Please work out how many lines below contain the word "layers", and reply with only that number.

#### Data records
^^^^^^^^
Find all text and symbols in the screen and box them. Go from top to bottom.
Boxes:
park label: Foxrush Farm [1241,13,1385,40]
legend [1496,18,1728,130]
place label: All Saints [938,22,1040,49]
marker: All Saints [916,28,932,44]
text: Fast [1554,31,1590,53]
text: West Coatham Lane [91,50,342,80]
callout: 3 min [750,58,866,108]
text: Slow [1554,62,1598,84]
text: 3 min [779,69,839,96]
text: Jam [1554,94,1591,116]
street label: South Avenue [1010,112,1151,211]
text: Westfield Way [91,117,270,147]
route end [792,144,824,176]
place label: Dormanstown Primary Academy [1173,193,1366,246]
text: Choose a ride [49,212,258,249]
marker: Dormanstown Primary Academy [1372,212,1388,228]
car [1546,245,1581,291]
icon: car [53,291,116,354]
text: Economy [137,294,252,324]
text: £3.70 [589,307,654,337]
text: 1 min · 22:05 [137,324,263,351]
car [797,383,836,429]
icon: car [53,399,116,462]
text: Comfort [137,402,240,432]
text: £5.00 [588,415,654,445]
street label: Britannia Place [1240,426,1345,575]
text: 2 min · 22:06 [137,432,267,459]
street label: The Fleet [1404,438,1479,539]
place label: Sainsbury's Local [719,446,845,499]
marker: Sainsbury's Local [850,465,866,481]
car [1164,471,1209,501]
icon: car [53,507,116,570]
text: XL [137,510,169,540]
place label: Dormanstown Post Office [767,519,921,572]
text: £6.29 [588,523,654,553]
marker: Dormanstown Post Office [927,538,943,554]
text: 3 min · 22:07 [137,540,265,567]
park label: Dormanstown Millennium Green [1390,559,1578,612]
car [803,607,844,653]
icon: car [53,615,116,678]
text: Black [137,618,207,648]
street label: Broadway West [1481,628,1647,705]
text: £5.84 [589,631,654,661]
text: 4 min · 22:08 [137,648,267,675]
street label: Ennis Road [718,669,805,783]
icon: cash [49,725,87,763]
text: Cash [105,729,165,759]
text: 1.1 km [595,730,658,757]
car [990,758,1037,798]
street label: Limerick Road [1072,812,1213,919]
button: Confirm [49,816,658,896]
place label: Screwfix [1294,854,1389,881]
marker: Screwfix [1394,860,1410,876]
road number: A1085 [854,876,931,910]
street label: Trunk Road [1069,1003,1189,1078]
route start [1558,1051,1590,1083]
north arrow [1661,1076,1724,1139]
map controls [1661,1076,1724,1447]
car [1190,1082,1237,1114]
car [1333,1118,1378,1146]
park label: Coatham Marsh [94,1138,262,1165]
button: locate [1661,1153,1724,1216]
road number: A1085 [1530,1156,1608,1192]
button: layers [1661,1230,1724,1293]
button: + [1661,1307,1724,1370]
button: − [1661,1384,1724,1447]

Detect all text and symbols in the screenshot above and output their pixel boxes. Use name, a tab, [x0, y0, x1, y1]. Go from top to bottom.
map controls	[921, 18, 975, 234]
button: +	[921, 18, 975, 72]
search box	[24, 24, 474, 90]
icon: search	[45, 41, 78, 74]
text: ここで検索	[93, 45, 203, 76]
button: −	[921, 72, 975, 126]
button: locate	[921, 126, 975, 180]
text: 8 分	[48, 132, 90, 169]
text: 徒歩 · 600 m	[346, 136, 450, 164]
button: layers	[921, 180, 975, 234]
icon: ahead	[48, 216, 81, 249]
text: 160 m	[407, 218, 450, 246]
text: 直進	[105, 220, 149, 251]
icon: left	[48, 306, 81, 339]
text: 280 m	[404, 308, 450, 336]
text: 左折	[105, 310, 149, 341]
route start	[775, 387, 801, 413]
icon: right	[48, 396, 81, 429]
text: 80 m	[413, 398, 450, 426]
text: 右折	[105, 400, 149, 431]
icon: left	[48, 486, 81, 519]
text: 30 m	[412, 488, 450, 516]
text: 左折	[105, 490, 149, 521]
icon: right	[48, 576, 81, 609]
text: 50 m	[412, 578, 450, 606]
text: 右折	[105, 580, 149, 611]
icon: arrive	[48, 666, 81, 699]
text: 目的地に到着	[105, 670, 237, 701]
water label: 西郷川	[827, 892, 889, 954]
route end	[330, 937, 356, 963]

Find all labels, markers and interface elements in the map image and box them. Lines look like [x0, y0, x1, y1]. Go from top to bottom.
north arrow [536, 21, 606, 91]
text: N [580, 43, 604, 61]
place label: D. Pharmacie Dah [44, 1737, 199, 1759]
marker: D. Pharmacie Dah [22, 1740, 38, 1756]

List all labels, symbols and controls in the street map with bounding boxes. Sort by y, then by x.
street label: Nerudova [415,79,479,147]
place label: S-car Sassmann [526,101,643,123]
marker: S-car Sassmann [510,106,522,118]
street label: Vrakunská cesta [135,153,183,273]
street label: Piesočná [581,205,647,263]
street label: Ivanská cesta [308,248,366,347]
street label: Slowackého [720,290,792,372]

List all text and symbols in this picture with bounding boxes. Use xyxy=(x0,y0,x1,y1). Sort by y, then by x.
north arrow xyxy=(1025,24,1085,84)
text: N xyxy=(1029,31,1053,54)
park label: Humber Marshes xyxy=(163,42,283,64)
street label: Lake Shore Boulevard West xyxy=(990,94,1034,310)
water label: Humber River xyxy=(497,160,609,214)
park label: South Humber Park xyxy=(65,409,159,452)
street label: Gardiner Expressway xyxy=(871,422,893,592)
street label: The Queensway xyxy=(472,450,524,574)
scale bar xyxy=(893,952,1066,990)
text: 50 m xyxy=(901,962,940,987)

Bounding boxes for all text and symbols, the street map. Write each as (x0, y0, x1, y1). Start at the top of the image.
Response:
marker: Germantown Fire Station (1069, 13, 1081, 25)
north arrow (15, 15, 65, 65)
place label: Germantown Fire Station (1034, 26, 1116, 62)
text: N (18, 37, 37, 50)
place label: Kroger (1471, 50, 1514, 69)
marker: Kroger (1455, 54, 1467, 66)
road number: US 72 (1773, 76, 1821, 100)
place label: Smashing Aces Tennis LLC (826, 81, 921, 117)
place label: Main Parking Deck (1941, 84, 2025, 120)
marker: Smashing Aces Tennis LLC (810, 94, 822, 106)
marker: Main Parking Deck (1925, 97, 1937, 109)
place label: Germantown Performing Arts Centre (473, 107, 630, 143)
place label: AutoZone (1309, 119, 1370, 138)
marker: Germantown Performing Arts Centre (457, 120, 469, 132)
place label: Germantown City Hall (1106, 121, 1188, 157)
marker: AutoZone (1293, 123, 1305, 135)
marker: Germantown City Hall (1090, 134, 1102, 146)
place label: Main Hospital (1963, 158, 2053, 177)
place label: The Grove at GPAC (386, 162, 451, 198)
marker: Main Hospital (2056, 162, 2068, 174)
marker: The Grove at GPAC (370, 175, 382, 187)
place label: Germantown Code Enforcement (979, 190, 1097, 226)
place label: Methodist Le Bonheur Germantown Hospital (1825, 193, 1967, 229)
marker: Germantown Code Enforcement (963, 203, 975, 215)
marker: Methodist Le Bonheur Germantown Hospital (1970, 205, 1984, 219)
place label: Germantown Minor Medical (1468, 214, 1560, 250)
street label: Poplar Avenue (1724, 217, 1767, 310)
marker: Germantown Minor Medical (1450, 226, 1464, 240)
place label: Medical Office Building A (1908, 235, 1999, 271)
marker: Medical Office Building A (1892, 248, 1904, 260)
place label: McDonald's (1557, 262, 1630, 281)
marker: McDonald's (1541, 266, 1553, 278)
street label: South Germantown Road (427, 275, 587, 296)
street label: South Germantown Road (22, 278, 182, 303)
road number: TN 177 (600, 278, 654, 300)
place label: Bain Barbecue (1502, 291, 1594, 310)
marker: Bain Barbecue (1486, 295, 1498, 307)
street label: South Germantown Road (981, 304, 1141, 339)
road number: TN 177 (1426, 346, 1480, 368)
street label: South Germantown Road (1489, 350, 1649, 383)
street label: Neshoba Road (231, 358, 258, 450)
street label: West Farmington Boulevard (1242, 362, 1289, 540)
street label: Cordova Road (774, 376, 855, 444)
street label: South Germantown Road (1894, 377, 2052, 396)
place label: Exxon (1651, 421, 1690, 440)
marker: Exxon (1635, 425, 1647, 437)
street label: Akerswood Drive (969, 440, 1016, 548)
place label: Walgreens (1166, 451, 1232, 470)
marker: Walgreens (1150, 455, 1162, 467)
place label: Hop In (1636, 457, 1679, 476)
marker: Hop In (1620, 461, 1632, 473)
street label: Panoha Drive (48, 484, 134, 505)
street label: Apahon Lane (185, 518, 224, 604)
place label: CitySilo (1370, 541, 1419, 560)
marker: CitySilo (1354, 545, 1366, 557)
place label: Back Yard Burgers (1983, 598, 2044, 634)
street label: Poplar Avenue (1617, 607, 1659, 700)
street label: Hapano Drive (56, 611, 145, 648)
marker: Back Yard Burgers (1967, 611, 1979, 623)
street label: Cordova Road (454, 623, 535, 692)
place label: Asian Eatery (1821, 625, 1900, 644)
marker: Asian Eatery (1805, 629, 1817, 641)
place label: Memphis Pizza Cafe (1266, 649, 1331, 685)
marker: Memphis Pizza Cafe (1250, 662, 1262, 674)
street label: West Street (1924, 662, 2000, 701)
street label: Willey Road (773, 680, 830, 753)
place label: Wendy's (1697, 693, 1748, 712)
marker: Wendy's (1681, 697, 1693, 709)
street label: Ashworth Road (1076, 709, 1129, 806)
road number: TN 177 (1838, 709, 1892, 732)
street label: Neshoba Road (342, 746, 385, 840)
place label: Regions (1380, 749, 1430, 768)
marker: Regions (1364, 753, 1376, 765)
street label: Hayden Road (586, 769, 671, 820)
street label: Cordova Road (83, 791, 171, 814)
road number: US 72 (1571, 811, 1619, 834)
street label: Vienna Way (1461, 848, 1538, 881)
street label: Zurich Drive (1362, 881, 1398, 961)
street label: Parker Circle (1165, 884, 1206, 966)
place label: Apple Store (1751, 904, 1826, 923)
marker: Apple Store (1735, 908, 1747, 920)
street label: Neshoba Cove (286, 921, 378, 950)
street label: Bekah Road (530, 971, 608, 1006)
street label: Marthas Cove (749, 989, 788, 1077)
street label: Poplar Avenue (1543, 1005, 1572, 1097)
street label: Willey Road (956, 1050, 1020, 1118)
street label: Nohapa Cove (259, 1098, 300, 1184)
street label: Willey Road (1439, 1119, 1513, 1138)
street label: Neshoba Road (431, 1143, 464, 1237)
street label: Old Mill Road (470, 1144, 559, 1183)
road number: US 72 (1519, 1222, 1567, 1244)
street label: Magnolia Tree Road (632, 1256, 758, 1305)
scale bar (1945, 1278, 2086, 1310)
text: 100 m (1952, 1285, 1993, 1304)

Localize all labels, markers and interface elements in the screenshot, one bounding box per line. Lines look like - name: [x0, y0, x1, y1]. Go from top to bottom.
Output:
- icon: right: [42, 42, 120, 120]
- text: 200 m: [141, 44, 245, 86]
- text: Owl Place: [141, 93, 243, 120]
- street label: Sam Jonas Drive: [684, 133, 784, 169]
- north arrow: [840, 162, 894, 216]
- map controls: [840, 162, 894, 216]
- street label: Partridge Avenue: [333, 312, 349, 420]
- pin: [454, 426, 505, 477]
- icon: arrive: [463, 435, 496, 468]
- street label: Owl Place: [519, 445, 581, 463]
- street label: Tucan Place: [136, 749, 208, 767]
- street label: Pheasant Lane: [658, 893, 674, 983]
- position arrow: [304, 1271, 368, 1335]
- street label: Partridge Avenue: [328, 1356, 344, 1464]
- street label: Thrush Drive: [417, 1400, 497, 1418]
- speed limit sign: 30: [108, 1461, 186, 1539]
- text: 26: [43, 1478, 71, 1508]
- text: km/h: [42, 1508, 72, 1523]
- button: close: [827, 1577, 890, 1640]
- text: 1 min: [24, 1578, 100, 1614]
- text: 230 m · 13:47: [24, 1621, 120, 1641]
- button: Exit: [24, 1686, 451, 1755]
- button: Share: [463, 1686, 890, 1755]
^^^^^^^^
#### Answer to this exercise
2